• **Task directions**
Would you retype every record below exactly as written?

• **Stored dataset items**
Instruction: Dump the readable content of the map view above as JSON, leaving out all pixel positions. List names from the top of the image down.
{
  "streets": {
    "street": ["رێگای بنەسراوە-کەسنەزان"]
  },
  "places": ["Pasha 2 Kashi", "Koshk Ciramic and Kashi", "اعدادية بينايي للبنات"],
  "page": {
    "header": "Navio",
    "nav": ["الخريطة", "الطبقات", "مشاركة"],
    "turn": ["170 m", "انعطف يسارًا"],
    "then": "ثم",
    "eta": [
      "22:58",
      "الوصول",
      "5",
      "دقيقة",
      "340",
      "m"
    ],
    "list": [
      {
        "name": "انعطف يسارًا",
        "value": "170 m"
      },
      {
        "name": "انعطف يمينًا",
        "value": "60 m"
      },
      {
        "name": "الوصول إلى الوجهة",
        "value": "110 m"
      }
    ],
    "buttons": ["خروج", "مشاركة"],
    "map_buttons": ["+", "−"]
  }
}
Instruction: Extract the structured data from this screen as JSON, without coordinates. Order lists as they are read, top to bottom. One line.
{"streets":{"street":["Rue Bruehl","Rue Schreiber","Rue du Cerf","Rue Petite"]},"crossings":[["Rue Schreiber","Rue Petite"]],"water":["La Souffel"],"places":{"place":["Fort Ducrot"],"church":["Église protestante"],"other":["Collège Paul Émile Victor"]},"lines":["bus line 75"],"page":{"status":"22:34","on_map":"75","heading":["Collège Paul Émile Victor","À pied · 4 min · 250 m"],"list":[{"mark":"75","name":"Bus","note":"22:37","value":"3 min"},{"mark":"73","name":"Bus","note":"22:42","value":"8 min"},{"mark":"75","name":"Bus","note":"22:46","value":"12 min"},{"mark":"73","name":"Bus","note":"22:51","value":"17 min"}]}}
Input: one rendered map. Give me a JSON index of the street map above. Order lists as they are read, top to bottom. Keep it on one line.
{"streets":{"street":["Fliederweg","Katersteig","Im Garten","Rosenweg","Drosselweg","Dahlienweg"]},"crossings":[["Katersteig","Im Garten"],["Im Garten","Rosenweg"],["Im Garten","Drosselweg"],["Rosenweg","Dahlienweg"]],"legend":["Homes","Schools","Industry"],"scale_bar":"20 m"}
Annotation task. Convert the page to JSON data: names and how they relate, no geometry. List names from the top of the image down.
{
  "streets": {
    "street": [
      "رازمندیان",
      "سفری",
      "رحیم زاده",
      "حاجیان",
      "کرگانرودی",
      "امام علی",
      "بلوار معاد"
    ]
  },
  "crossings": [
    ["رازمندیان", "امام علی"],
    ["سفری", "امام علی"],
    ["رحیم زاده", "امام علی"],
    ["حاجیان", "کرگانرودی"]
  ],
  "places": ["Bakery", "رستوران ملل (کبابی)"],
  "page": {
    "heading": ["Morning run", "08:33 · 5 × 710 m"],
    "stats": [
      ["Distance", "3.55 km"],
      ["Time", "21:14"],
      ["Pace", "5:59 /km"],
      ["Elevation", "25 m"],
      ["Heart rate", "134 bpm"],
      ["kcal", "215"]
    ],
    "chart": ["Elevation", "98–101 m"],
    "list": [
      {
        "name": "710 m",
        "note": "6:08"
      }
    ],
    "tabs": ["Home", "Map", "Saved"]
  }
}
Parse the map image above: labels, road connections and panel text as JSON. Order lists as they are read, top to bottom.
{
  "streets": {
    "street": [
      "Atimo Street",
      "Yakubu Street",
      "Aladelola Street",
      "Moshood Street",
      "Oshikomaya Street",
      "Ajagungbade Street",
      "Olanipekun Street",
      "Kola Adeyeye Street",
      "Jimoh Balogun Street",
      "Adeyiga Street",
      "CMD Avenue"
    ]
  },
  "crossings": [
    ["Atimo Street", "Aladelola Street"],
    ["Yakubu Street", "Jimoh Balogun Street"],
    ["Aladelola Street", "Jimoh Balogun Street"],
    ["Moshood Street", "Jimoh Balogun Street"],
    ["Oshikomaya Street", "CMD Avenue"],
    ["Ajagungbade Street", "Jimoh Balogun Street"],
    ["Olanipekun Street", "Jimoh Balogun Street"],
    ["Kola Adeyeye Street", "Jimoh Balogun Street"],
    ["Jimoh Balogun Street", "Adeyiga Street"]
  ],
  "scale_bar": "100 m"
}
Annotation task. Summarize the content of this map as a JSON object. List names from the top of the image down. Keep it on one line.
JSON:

• **Answer space**
Instruction: Dump the readable content of the map view above as JSON, leaving out all pixel positions. List names from the top of the image down.
{
  "streets": {
    "street": ["رێگای بنەسراوە-کەسنەزان"]
  },
  "places": ["Pasha 2 Kashi", "Koshk Ciramic and Kashi", "اعدادية بينايي للبنات"],
  "page": {
    "header": "Navio",
    "nav": ["الخريطة", "الطبقات", "مشاركة"],
    "turn": ["170 m", "انعطف يسارًا"],
    "then": "ثم",
    "eta": [
      "22:58",
      "الوصول",
      "5",
      "دقيقة",
      "340",
      "m"
    ],
    "list": [
      {
        "name": "انعطف يسارًا",
        "value": "170 m"
      },
      {
        "name": "انعطف يمينًا",
        "value": "60 m"
      },
      {
        "name": "الوصول إلى الوجهة",
        "value": "110 m"
      }
    ],
    "buttons": ["خروج", "مشاركة"],
    "map_buttons": ["+", "−"]
  }
}
Instruction: Extract the structured data from this screen as JSON, without coordinates. Order lists as they are read, top to bottom. One line.
{"streets":{"street":["Rue Bruehl","Rue Schreiber","Rue du Cerf","Rue Petite"]},"crossings":[["Rue Schreiber","Rue Petite"]],"water":["La Souffel"],"places":{"place":["Fort Ducrot"],"church":["Église protestante"],"other":["Collège Paul Émile Victor"]},"lines":["bus line 75"],"page":{"status":"22:34","on_map":"75","heading":["Collège Paul Émile Victor","À pied · 4 min · 250 m"],"list":[{"mark":"75","name":"Bus","note":"22:37","value":"3 min"},{"mark":"73","name":"Bus","note":"22:42","value":"8 min"},{"mark":"75","name":"Bus","note":"22:46","value":"12 min"},{"mark":"73","name":"Bus","note":"22:51","value":"17 min"}]}}
Input: one rendered map. Give me a JSON index of the street map above. Order lists as they are read, top to bottom. Keep it on one line.
{"streets":{"street":["Fliederweg","Katersteig","Im Garten","Rosenweg","Drosselweg","Dahlienweg"]},"crossings":[["Katersteig","Im Garten"],["Im Garten","Rosenweg"],["Im Garten","Drosselweg"],["Rosenweg","Dahlienweg"]],"legend":["Homes","Schools","Industry"],"scale_bar":"20 m"}
Annotation task. Convert the page to JSON data: names and how they relate, no geometry. List names from the top of the image down.
{
  "streets": {
    "street": [
      "رازمندیان",
      "سفری",
      "رحیم زاده",
      "حاجیان",
      "کرگانرودی",
      "امام علی",
      "بلوار معاد"
    ]
  },
  "crossings": [
    ["رازمندیان", "امام علی"],
    ["سفری", "امام علی"],
    ["رحیم زاده", "امام علی"],
    ["حاجیان", "کرگانرودی"]
  ],
  "places": ["Bakery", "رستوران ملل (کبابی)"],
  "page": {
    "heading": ["Morning run", "08:33 · 5 × 710 m"],
    "stats": [
      ["Distance", "3.55 km"],
      ["Time", "21:14"],
      ["Pace", "5:59 /km"],
      ["Elevation", "25 m"],
      ["Heart rate", "134 bpm"],
      ["kcal", "215"]
    ],
    "chart": ["Elevation", "98–101 m"],
    "list": [
      {
        "name": "710 m",
        "note": "6:08"
      }
    ],
    "tabs": ["Home", "Map", "Saved"]
  }
}
Parse the map image above: labels, road connections and panel text as JSON. Order lists as they are read, top to bottom.
{
  "streets": {
    "street": [
      "Atimo Street",
      "Yakubu Street",
      "Aladelola Street",
      "Moshood Street",
      "Oshikomaya Street",
      "Ajagungbade Street",
      "Olanipekun Street",
      "Kola Adeyeye Street",
      "Jimoh Balogun Street",
      "Adeyiga Street",
      "CMD Avenue"
    ]
  },
  "crossings": [
    ["Atimo Street", "Aladelola Street"],
    ["Yakubu Street", "Jimoh Balogun Street"],
    ["Aladelola Street", "Jimoh Balogun Street"],
    ["Moshood Street", "Jimoh Balogun Street"],
    ["Oshikomaya Street", "CMD Avenue"],
    ["Ajagungbade Street", "Jimoh Balogun Street"],
    ["Olanipekun Street", "Jimoh Balogun Street"],
    ["Kola Adeyeye Street", "Jimoh Balogun Street"],
    ["Jimoh Balogun Street", "Adeyiga Street"]
  ],
  "scale_bar": "100 m"
}
Annotation task. Summarize the content of this map as a JSON object. List names from the top of the image down. Keep it on one line.
JSON:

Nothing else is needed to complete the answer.